[Q] How to suppress modal dialogs while loading code updates?

Doug Way dway at riskmetrics.com
Thu Jun 12 16:43:03 UTC 2003


Markus Gaelli wrote:

>
> Am Dienstag, 10.06.03 um 20:56 Uhr schrieb John W. Sarkela:
>
>> 1. Raise a UserInterfaceNotification exception in the implementation 
>> of #inform: and friends and make the default handler action to be the 
>> current implementation.
>>
>> 2. Use the Squeak World Tour strategy of having a current UI handler 
>> object that handles all UI requests. For example, MorphicUIHandler, 
>> MVCUIHandler, RemoteUIHandler, HostWidgetUIHandler, 
>> TranscripterUIHandler, or even NullUIHandler.

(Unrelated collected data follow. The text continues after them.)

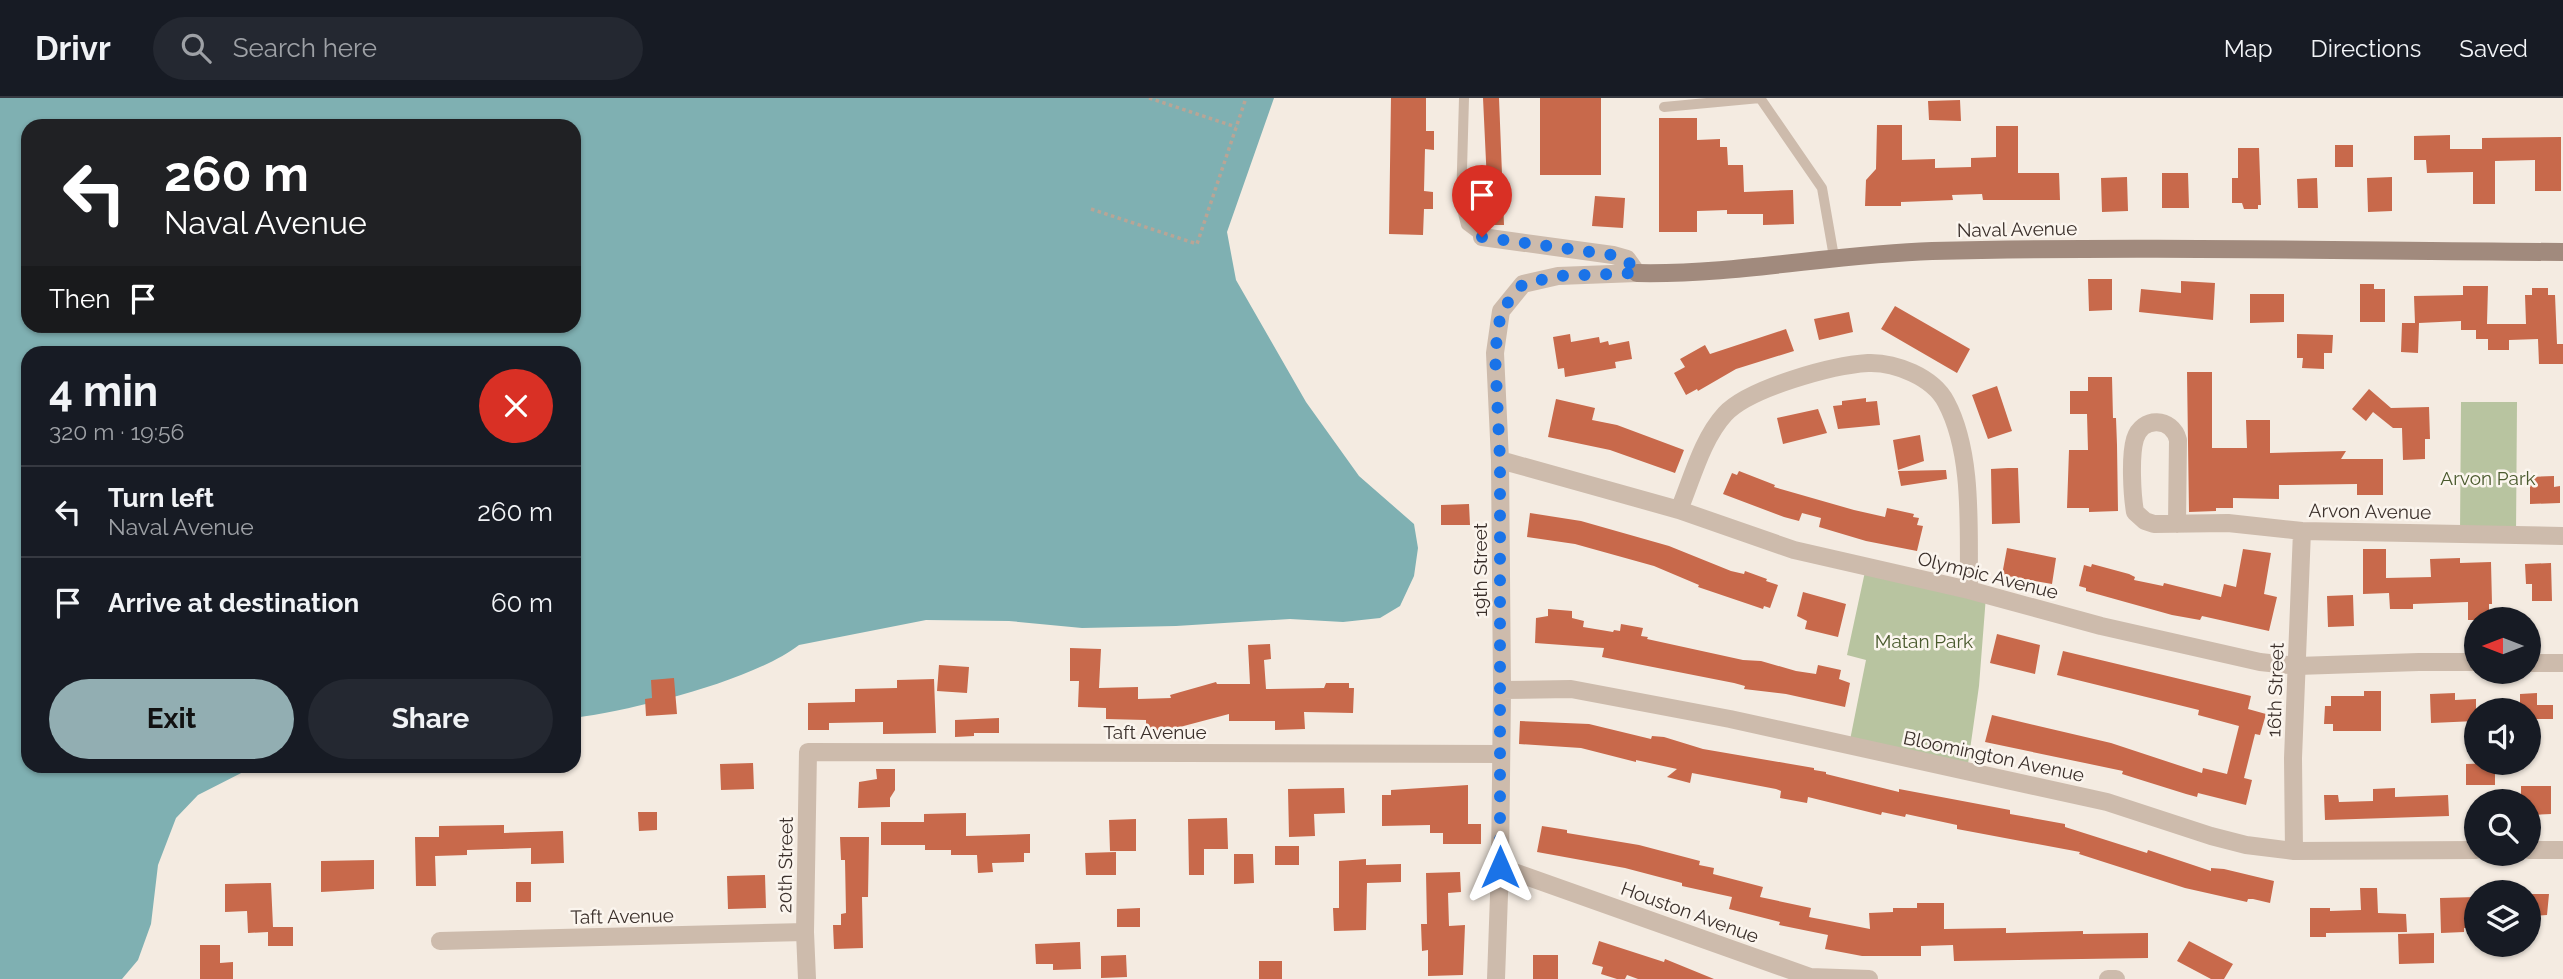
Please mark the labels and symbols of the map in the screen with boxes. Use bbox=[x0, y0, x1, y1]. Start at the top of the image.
pin bbox=[1452, 165, 1512, 237]
street label: Naval Avenue bbox=[1957, 217, 2077, 241]
park label: Arvon Park bbox=[2440, 467, 2536, 489]
street label: Arvon Avenue bbox=[2309, 499, 2431, 523]
street label: 19th Street bbox=[1469, 522, 1491, 617]
street label: Olympic Avenue bbox=[1915, 547, 2061, 603]
north arrow bbox=[2464, 607, 2541, 684]
park label: Matan Park bbox=[1875, 630, 1973, 652]
street label: 16th Street bbox=[2262, 642, 2288, 738]
street label: Taft Avenue bbox=[1103, 721, 1207, 743]
street label: Bloomington Avenue bbox=[1902, 726, 2086, 786]
street label: 20th Street bbox=[773, 816, 797, 913]
position arrow bbox=[1463, 830, 1537, 904]
street label: Houston Avenue bbox=[1618, 877, 1762, 947]
street label: Taft Avenue bbox=[570, 904, 674, 928]

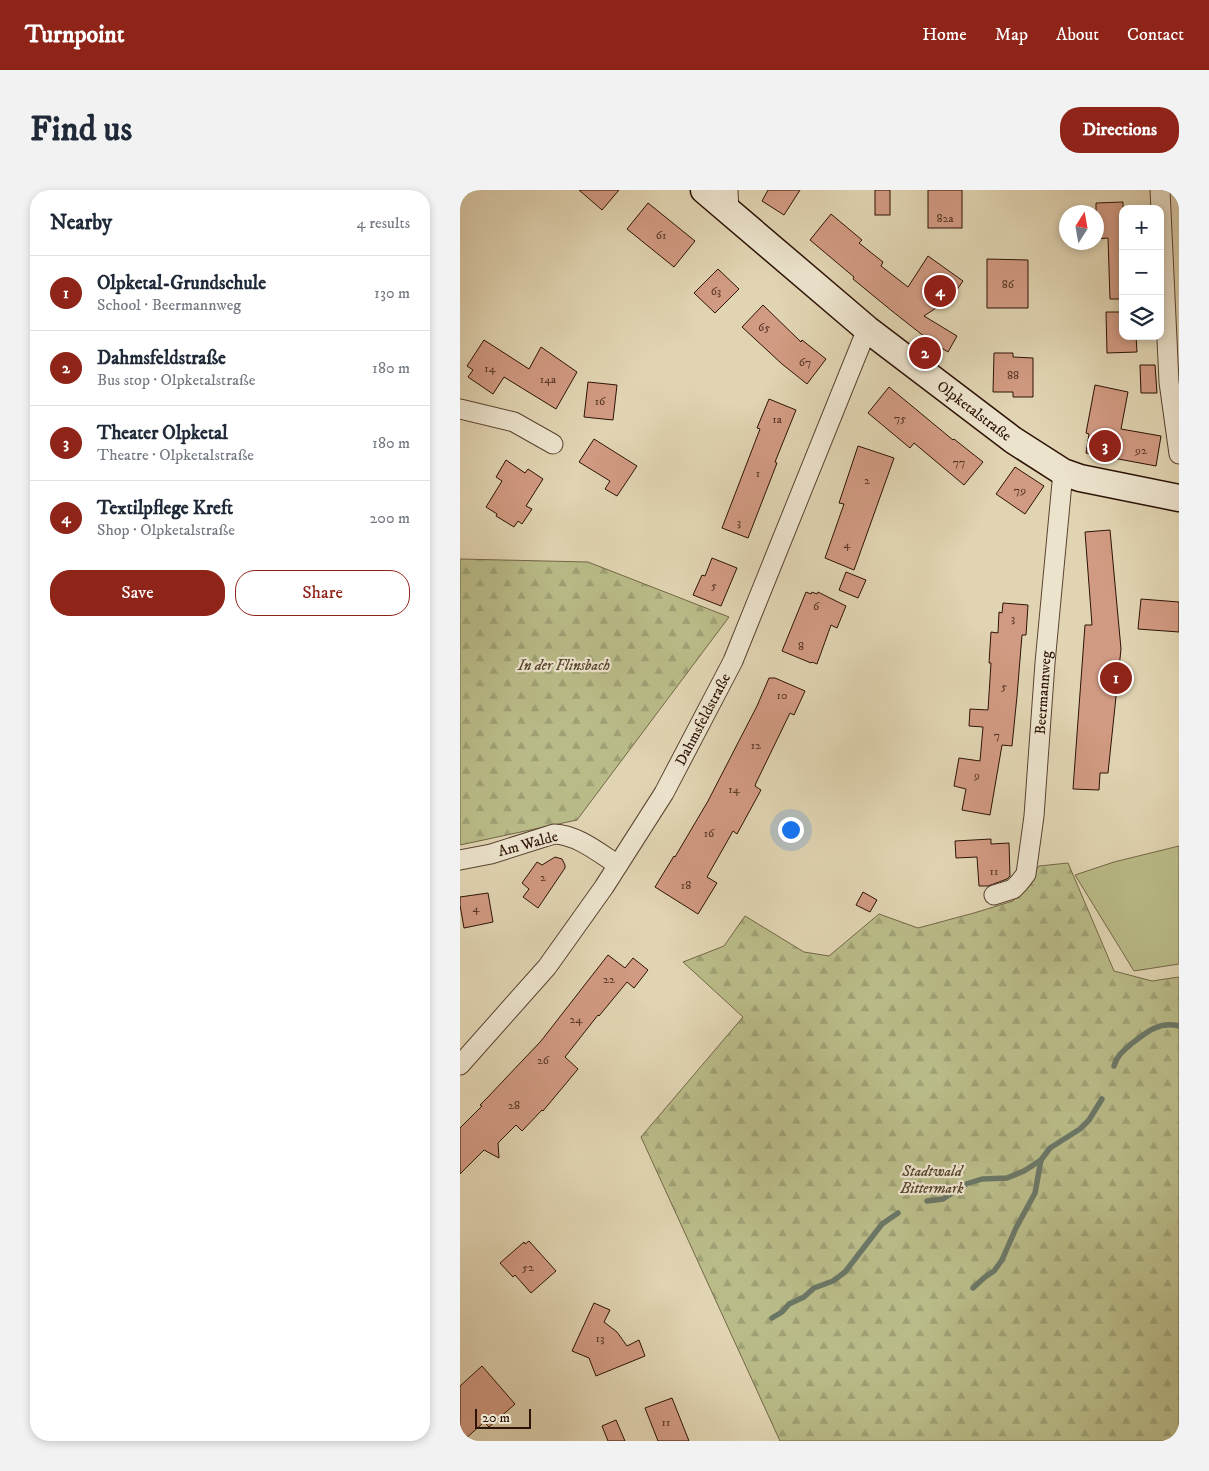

At first these classes 
>> may only handle basic UI modal functionality, ultimately, they would 
>> have a protocol that handles all UI creation and binding > 
>> functionality.
>>
> Thanks for your suggestions, I don't like exceptions to much, at least 
> not in this case,
> and the second solution meant a major refactoring, which I do not
> want to pursue at the moment.


John's second suggestion could be a good thing for the main release, if 
someone implements it or the SWT version is available and could be 
updated.  I agree that it's probably a bit much to implement in your own 
image as a temporary fix. :-)

> And I came to the conclusion, that the only modal dialogs / menus, we 
> should be
> able to skip automatically, are the ones which only _inform_ the user,
> in other words, only have one entry, like "ok", or "proceed" etc.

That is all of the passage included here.